O STF divulgou, no final do ano de 2010, uma notícia comemorando um fato que veio a ser chamado de histórico pelo Presidente do Tribunal: pela primeira vez na história tramitaram na mais importante Corte  brasileira menos de 90 mil processos! (Fonte: Balanço STF 2010) Trata-se de uma excelente notícia, e que foi gerada por conta da atuação de novos mecanismos de racionalização das atividades do Tribunal, como por exemplo a Repercussão Geral no Recurso Extraordinário, prevista no artigo 102, §3º da Constituição Federal e regulamentada pela Lei nº 11.418/06.


Mais recentemente, no ano de 2011, foi divulgado o novo Relatório Institucional do STF, atualizando o acervo da Corte, assim como focando a redução gradativa da quantidade de causas por ela apreciadas. No ano de 2011 tramitaram no Tribunal 67.395 processos, significando redução de 25,3% da quantidade em relação ao ano de 2010 (Fonte: Relatório Gestão 2011 STF , em especial a página 36).

Tais mudanças reforçam uma ideia simples: o STF deve voltar suas atenções apenas para os casos mais importantes, deixando de ser acessado a qualquer tempo e em qualquer hipótese. Muito embora pareça uma conclusão óbvia, nem sempre foi a prática da Corte Brasileira, sendo notáveis diversos casos de menor relevância que chegaram à apreciação do Tribunal...

Uma menor quantidade de processos servirá para agilizar e aperfeiçoar a tutela jurisdicional, permitindo o surgimento de decisões mais ricas e que auxiliem a coesão e homogeneidade que se espera do papel da nossa Suprema Corte.
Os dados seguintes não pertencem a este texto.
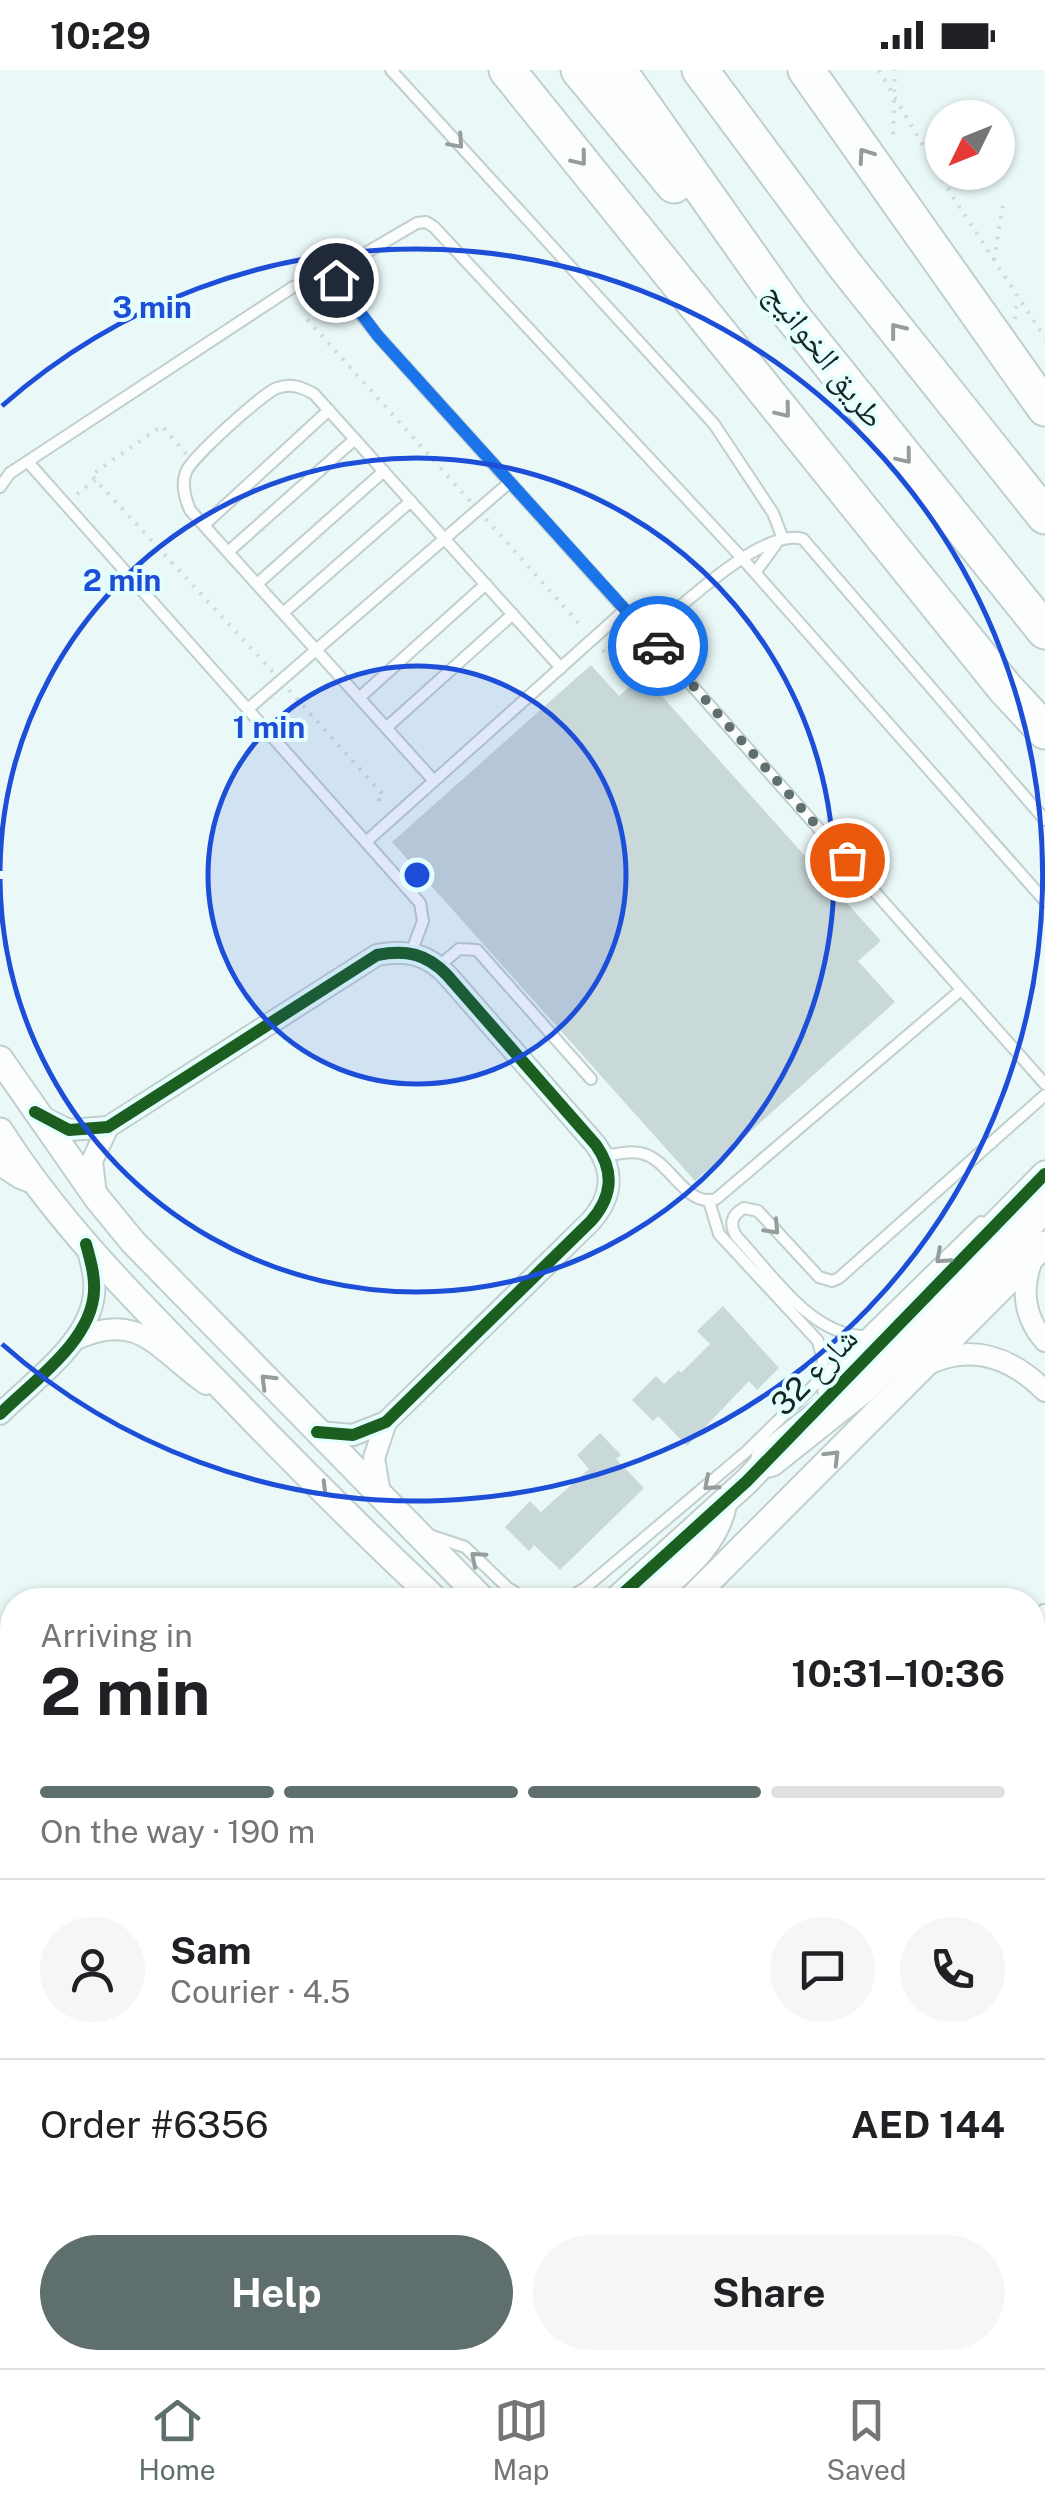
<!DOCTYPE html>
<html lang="en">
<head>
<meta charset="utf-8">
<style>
	:root { --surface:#fff; --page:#f6f6f6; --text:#202124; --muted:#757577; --line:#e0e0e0; --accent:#5f6f6e }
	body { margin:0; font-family:"Public Sans","Noto Naskh Arabic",sans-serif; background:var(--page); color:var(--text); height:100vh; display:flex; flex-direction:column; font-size:38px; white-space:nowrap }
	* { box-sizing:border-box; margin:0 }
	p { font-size:32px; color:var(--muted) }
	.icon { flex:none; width:55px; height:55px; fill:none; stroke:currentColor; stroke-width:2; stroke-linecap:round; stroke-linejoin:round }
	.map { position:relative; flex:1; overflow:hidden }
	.sheet { position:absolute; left:0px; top:1518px; width:1045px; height:782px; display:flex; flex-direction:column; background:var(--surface); border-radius:40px 40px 0 0; box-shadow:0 2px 8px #0004 }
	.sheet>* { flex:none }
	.needle { width:65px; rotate:227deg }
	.fabs { position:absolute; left:925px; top:30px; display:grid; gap:20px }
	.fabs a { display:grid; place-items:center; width:90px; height:90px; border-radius:50%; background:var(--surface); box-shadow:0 2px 8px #0004; font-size:50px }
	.pin { position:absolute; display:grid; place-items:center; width:85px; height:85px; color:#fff; margin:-42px; border:5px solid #fff; border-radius:50%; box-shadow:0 2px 10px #0007 }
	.courier { position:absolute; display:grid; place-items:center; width:100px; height:100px; margin:-50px; border:8px solid #1a73e8; border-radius:50%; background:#fff; color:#222; box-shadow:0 2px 12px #0007 }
	.summary em { font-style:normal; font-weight:700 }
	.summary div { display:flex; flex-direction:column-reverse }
	.summary { display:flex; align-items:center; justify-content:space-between; height:170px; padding:0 40px }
	h1 { font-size:65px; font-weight:700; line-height:75px }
	.bar { display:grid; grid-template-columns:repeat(4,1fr); gap:15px 10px; align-content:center; height:120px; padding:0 40px }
	.bar i { height:12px; border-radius:8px; background:var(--line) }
	.bar .current { background:var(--accent) }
	.bar p { grid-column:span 4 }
	.line { display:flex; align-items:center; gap:25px; padding:0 40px; border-top:2px solid var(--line) }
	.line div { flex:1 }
	.round { display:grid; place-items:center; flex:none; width:105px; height:105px; border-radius:52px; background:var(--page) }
	.action { display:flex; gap:20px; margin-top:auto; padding:20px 40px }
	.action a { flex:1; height:115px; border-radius:60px; background:var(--accent); color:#fff; font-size:40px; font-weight:700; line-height:115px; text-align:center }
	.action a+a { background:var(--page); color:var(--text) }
	.status { display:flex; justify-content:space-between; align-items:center; height:70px; padding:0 50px; background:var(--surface); direction:ltr }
	.status svg { height:28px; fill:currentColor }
	.menu { display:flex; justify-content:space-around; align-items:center; height:140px; border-top:2px solid var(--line); background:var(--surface); font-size:28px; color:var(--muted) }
	.menu a { display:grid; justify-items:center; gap:5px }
	.menu .current { color:var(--accent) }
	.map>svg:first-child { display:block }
</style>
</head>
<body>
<div class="status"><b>10:29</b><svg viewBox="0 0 49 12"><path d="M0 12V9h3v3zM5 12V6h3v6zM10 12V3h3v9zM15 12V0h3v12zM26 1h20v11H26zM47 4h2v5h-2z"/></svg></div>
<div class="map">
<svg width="1045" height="2298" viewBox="0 0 1045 2298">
	<rect width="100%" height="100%" fill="#eaf9f8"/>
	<!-- building -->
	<path fill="#c9d8d9" d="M 591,595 L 619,626 L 643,605 L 881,871 L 858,891 L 895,932 L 695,1111 L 392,772 Z
		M 723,1236 L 779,1298 L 757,1320 L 749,1311 L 687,1376 L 658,1346 L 653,1351 L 632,1330 L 656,1306 L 664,1314 L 679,1300 L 681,1303 L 710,1274 L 697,1261 Z
		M 600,1363 L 621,1385 L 616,1389 L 644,1418 L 560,1500 L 534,1475 L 529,1481 L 505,1457 L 530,1431 L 541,1442 L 589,1399 L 577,1385 Z"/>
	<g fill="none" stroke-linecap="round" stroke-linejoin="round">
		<!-- service casing -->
		<g stroke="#c0cfce" stroke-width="14">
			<path id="service" d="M 391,0 L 714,354 L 773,443 L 783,469
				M 28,392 L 420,833 L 423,851 L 411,883
				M 0,417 L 10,403 L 293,217 L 314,208 L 337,204
				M 204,455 L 329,340
				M 228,482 L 355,369
				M 755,503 L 776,474
				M 257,514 L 384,401
				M 283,543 L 411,431
				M 647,565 C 680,538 762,457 803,469 L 1045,750
				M 359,628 L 486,514
				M 249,638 L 510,412
				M 386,658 L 513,544
				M 434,711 L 190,440 C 185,428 181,415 186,402 C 191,388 263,323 277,318 C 291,313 302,317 314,324 L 561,598
				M 367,771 L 625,540
				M 1045,831 L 742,488 L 434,157 L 426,152 L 417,153 L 340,198 L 338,216 L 378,266 L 625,540 L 1045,1014
				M 439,896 L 459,879 L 477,880 L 591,1009
				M 603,1086 C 617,1084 631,1080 644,1084 C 671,1092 686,1138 716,1129 L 961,920
				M 709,1131 L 719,1164 L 818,1271 L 823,1290 L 820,1308
				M 862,1266 C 810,1264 771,1203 737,1167 C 729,1155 731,1145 744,1138 L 758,1141 L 819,1207 L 832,1211 L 839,1208 L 1045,1025
				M 426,1464 L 465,1477 L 508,1518 L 528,1530
				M 565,1530 L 585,1518 L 747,1381 L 981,1152"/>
		</g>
		<!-- minor casing -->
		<g stroke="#c0cfce" stroke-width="24">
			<path id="minor" d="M 40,1046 L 69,1060 L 108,1057 L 377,885 C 406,879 427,884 447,905 L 596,1075 C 615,1102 612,1127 591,1151 L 386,1352 L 353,1365 L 317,1362
				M 0,1095 L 20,1108 L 33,1113
				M 96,1125 L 92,1091 L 108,1057
				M 1034,1185 C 1021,1215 1022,1245 1045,1271
				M 74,1270 C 140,1239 157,1280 206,1314
				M 928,1294 C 973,1273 1012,1288 1045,1321
				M 0,1344 C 32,1312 83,1277 93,1231 C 97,1213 92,1195 87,1177
				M 380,1424 L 374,1388 L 386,1352
				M 1032,1561 L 1045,1545
				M 0,1568 L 12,1581
				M 1032,1858 L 1045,1861
				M 1032,2157 L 1045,2160
				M 348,2288 L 358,2298
				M 696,2288 L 706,2298
				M 148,2298 L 159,2288"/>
		</g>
		<!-- tertiary casing -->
		<g stroke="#c0cfce" stroke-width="29">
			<path id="tertiary" d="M 0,989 L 97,1128 L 133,1172 L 483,1530
				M 0,1061 C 65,1163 151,1245 235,1331 C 300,1399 367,1465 436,1530
				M 831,1321 L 1045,1104
				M 616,1530 L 747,1411 L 780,1376
				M 650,1530 C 678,1503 714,1477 723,1437
				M 690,1530 L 1045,1174
				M 0,2156 L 12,2144
				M 0,2207 L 12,2195"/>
		</g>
		<!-- trunk casing -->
		<g stroke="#c0cfce" stroke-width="39">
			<path id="trunk" d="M 507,0 L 1005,618 L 1045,661
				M 579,0 L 674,115
				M 618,0 L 791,245 L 1045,561
				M 700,0 L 844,194 L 1045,446
				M 806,0 L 1045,338
				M 769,1389 L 862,1315 L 1045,1133"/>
		</g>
		<!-- path -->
		<path stroke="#d3d8d8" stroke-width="4" stroke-dasharray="2.5 8" stroke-linecap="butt" d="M 879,0 L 953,127 L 1045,268
			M 893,64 L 895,0
			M 994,190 L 1003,134
			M 301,227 L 314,241 L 306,248 L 470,431
			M 1015,249 L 1017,229
			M 186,384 L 162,356 L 91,405 L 273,602
			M 77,424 L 95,410
			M 486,449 L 583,558
			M 603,580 L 624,604 L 645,584
			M 289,620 L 384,726 L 379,730 L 384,736"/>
		<!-- service -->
		<use href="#service" stroke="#fcfefe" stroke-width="10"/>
		<!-- minor -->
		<use href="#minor" stroke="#fcfefe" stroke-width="20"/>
		<!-- tertiary -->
		<use href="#tertiary" stroke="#fcfefe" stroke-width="25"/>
		<!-- trunk -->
		<use href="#trunk" stroke="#fcfefe" stroke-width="35"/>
		<!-- cycleway casing -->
		<g stroke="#e4fffd" stroke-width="19">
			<path id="cycleway" d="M 35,1042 L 69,1060 L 108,1057 L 377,885 C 406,879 427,884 447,905 L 596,1075 C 615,1102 612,1127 591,1151 L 386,1352 L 353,1365 L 317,1362
				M 0,1344 C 33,1311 92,1271 94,1221 C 95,1205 90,1189 86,1174
				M 616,1530 L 747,1411 L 1045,1104"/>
		</g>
		<!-- cycleway -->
		<use href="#cycleway" stroke="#1b5e20" stroke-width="12"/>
	</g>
	<!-- one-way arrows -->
	<defs><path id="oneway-chevron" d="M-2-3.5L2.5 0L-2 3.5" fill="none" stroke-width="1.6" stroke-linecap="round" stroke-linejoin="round" transform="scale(2.5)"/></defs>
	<g stroke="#949c9c">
		<use href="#oneway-chevron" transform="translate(457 72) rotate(48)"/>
		<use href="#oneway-chevron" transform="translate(865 85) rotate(-125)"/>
		<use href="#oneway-chevron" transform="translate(580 89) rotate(51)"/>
		<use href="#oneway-chevron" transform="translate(897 260) rotate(-128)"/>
		<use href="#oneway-chevron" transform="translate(784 341) rotate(51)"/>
		<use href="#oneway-chevron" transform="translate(905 387) rotate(51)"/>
		<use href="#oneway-chevron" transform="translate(773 1158) rotate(47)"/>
		<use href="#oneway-chevron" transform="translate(942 1187) rotate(138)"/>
		<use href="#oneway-chevron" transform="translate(267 1311) rotate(-135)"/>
		<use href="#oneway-chevron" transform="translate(833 1387) rotate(-45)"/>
		<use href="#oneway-chevron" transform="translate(710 1414) rotate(139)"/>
		<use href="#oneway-chevron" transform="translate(321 1420) rotate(45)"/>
		<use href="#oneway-chevron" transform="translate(477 1488) rotate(-139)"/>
	</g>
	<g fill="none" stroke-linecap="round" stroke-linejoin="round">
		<!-- done -->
		<path stroke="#5f6f6e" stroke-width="10" stroke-dasharray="0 18" d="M 658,576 L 847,790"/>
		<!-- route -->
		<path stroke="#1a73e8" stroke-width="12" d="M 336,210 L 378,266 L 658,576"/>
	</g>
	<!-- distance rings -->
	<circle cx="417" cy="805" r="209" fill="#1d4ed8" fill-opacity=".12"/>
	<g fill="none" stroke="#1d4ed8" stroke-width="5">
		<circle cx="417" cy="805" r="209"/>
		<path d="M0 801A417 417 0 1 1 0 809"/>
		<path d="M2 336A626 626 0 1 1 2 1274"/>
	</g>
	<g text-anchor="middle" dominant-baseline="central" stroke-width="8" stroke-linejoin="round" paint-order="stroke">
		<!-- street labels -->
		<g font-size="32" fill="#142524" stroke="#e4fffd">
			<text transform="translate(825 285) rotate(52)">طريق الخوانيج</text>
			<text transform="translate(814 1301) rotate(-46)">شارع 32</text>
		</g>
	</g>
	<circle cx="417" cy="805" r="15" fill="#1d4ed8" stroke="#e4fffd" stroke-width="5"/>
	<g font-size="30" text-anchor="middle" font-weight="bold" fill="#1d4ed8" stroke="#e4fffd" stroke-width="8" stroke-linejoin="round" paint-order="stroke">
		<text x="152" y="248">3 min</text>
		<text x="122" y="521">2 min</text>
		<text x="269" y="668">1 min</text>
	</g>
</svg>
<div class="fabs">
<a><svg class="needle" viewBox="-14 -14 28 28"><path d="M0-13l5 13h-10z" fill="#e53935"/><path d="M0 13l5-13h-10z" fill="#757577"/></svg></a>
</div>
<div class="pin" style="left:847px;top:790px;background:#ea580c"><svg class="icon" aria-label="bag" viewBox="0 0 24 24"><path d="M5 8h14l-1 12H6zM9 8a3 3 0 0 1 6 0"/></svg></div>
<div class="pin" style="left:336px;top:210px;background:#1f2937"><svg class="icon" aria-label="home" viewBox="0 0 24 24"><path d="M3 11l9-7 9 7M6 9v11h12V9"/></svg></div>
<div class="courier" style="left:658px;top:576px"><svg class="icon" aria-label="car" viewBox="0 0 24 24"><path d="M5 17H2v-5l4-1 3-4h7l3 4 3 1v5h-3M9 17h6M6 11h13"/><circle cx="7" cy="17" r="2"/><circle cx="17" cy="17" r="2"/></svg></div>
<section class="sheet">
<div class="summary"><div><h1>2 min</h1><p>Arriving in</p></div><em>10:31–10:36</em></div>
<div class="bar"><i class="current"></i><i class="current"></i><i class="current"></i><i></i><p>On the way · 190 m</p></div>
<div class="line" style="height:180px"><a class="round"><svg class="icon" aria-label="person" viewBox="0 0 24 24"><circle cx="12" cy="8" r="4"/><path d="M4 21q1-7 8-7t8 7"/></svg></a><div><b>Sam</b><p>Courier · 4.5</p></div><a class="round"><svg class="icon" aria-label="chat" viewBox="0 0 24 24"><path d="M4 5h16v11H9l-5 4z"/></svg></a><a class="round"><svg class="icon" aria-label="phone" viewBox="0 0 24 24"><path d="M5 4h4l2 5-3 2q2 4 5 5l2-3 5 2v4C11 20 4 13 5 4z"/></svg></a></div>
<div class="line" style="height:130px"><div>Order #6356</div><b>AED 144</b></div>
<div class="action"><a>Help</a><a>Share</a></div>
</section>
</div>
<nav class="menu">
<a class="current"><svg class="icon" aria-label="home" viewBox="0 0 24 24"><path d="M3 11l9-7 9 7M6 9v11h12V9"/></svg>Home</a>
<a><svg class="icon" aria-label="map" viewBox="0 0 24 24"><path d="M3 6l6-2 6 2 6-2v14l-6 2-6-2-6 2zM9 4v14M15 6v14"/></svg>Map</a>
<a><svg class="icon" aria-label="saved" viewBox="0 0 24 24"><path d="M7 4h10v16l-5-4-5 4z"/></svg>Saved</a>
</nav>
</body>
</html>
A lógica que preside, então, a redução da quantidade de processos contribui, evidentemente, para a elevação da qualidade dos julgamentos esperados.

O curioso é que ainda temos um longo caminho a enfrentar caso façamos um comparativo com a quantidade de processos julgada por outros Tribunais do mundo que estão em patamar diferenciado de aperfeiçoamento processual. Sendo assim, tive a curiosidade de pesquisar, rapidamente, a quantidade de processos em tramitação em dois Tribunais de cúpula de Países que influenciam de modo decisivo o Direito Constitucional brasileiro na atualidade: os Estados Unidos da América e a Alemanha, com dados expostos a seguir:

Estados Unidos da América:

A Suprema Corte Americana exerce papel de influência histórica em relação ao nosso Supremo, sendo que o próprio processo de seleção dos integrantes do nosso Tribunal teve por inspiração o mecanismo de composição da Suprema Corte. Vale lembrar que, em ambos os casos, a indicação do nome do novo integrante da Corte é responsabilidade do Presidente da República, sendo necessária a aprovação por parte do Senado Federal. O curioso é que a Suprema Corte possui um destacado poder de filtragem das causas que serão por ela examinadas. Informação extraída da página do Tribunal na internet mostra que aproximadamente 100 processos são examinados no âmbito do calendário forense, ocasião em que é permitida a sustentação oral por advogados e realização de sessão plenária (Fonte: Suprema Corte EUA). No dia 14 de maio de 2009, ao realizar uma visita ao STF brasileira, o Ministro da Suprema Corte dos EUA, Antonin Scalia, mostrou-se impressionado com a quantidade de processos julgados pelo nosso STF, já que, em seu País, "(...) a média de julgamento é de 80 casos por ano (...)" (Fonte: Notícias STF e Reconhecimento Internacional do STF).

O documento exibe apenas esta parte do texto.